Monthly Archives: June 2014

How To Sell Energy (and Other) Projects Internally

As an energy, sustainability, and environmental consultant, I am constantly “selling” appropriate projects to clients who can really benefit. As you readers probably know between this newsletter and my website, I have a short flyer entitled: “The 9 Purely Business Reasons To Save Energy”. Not saving the polar bear or the Amazon Rain Forest, but direct financial benefits. Not hypothetical or “blackboard”, but with real-life case studies. Convincing, overwhelming. I used to think this was a slam dunk to win business helping entities set up such programs. But as I sit down with more and more business or municipal leaders, everyone agreed that these 9 reasons were spot on and appropriate. However, this approach would be a tough sell in-house.
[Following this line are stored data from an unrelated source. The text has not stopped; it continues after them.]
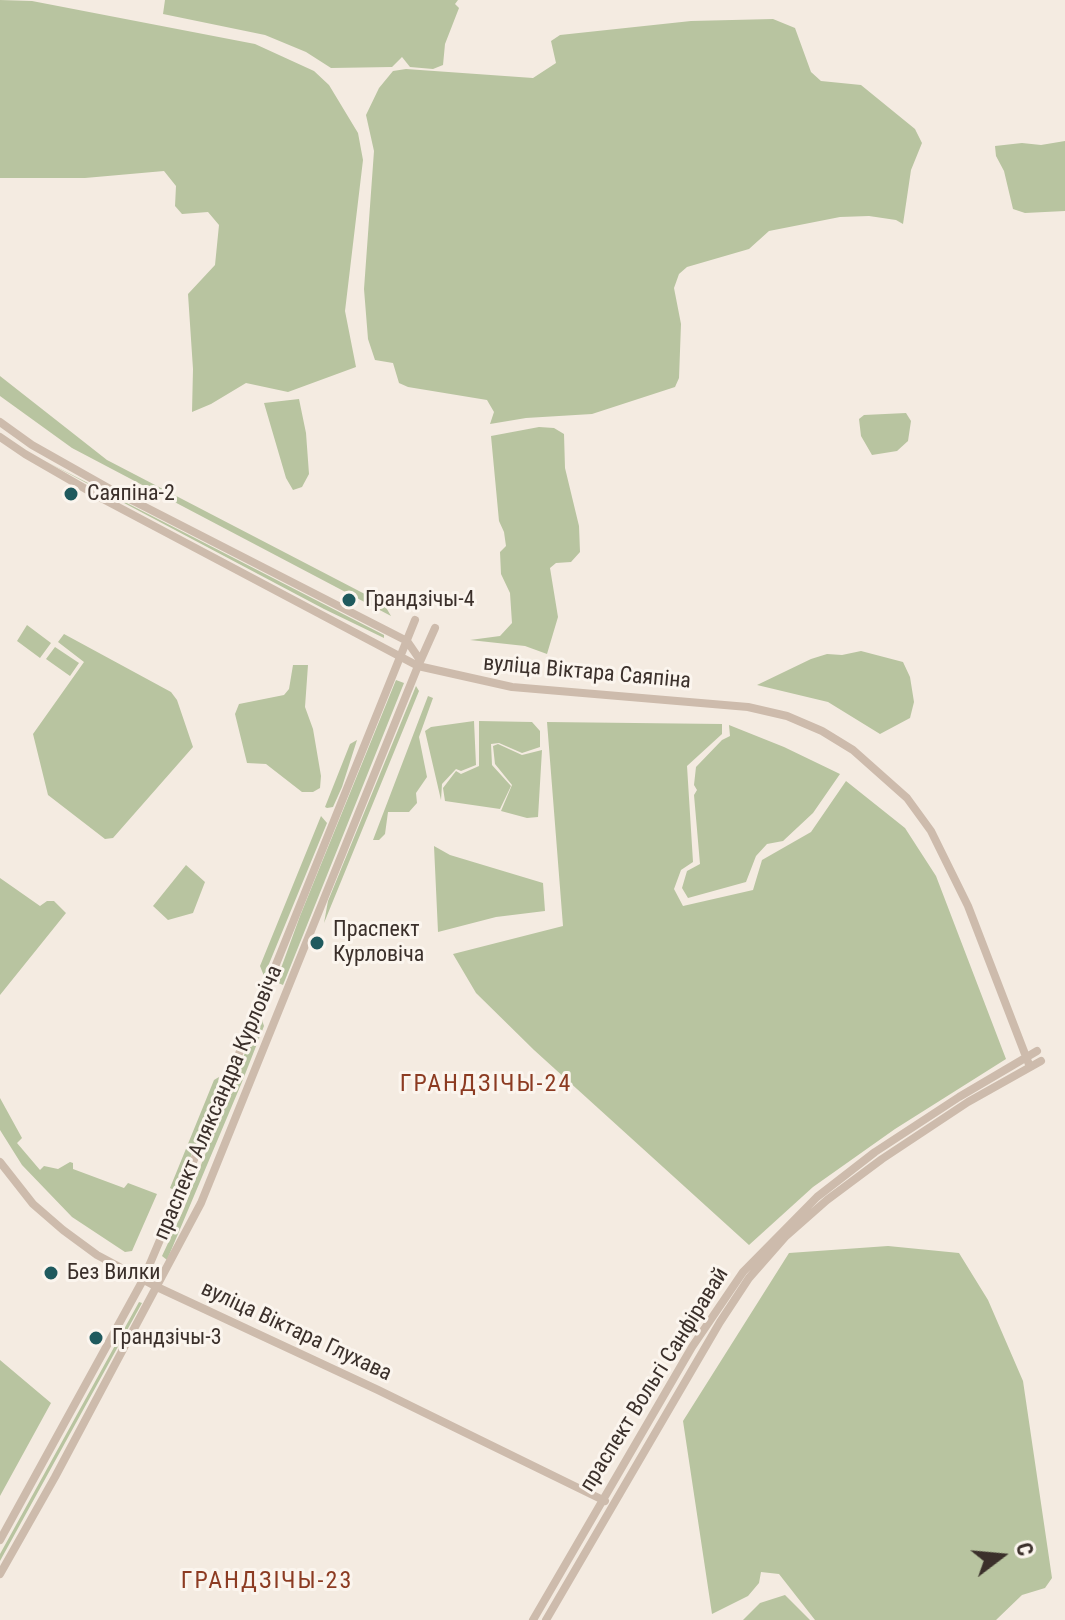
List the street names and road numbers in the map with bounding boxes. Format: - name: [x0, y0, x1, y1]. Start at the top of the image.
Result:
- street label: вуліца Віктара Саяпіна: [482, 651, 692, 695]
- street label: праспект Аляксандра Курловіча: [149, 962, 289, 1244]
- street label: праспект Вольгі Санфіравай: [575, 1263, 735, 1497]
- street label: вуліца Віктара Глухава: [197, 1276, 395, 1388]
What can be done to make it easier for you, the reader, to sell such a program (and increasing your budget to do so) to your corporate or municipal leaders?

The most common problem is that the person making the decision to allocate money to begin or expand an energy or sustainability program is somebody who is not in the field day to day and maybe does not even understand what sustainability is. The answer, it appears, would be to educate that person. The problem is that this takes time, something the executive simply does not have or a desire for. But to further your career, it is helpful to give you some tips to sell such projects internally, and that’s what’s contained in this article.
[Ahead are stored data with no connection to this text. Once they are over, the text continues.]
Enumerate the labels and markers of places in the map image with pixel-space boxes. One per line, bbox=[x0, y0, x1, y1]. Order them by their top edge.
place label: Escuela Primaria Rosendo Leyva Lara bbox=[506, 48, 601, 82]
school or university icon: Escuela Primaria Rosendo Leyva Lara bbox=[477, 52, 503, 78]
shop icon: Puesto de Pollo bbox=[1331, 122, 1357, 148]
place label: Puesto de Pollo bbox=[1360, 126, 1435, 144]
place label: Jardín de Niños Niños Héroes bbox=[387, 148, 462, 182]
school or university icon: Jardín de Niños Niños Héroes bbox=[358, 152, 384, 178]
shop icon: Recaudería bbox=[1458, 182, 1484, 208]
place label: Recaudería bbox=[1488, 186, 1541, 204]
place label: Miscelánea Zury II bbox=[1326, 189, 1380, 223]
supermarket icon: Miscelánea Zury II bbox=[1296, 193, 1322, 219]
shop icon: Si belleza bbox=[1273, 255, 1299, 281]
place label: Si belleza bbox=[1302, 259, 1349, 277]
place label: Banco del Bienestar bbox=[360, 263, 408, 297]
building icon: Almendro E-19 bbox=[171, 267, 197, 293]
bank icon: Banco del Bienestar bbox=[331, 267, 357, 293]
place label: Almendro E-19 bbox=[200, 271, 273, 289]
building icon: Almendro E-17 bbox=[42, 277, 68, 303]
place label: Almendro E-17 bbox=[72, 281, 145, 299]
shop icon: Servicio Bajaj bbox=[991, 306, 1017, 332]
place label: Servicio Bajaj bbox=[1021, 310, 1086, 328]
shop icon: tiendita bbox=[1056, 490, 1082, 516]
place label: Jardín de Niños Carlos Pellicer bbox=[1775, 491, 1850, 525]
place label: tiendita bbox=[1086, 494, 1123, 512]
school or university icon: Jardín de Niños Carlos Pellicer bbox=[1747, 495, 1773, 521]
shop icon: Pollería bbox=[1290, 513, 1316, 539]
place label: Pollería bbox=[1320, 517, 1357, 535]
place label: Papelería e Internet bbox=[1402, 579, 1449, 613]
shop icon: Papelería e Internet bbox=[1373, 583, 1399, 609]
When your supervisors tell you that a project you are interested in “doesn’t fit into the budget,” it may mean that they don’t understand the true value of the project. There are two options: lower the cost and/or raise the value of the project in their eyes. You can lower your potential project’s cost, but then you increase the risk that the project will have a lower impact or value to the company and/or will fail.

The better solution is to re-position and re-communicate the proposed project in such a way that it shows value to those specific decision makers and what they consider important. This lends itself well to energy, which has many potential, diverse benefits.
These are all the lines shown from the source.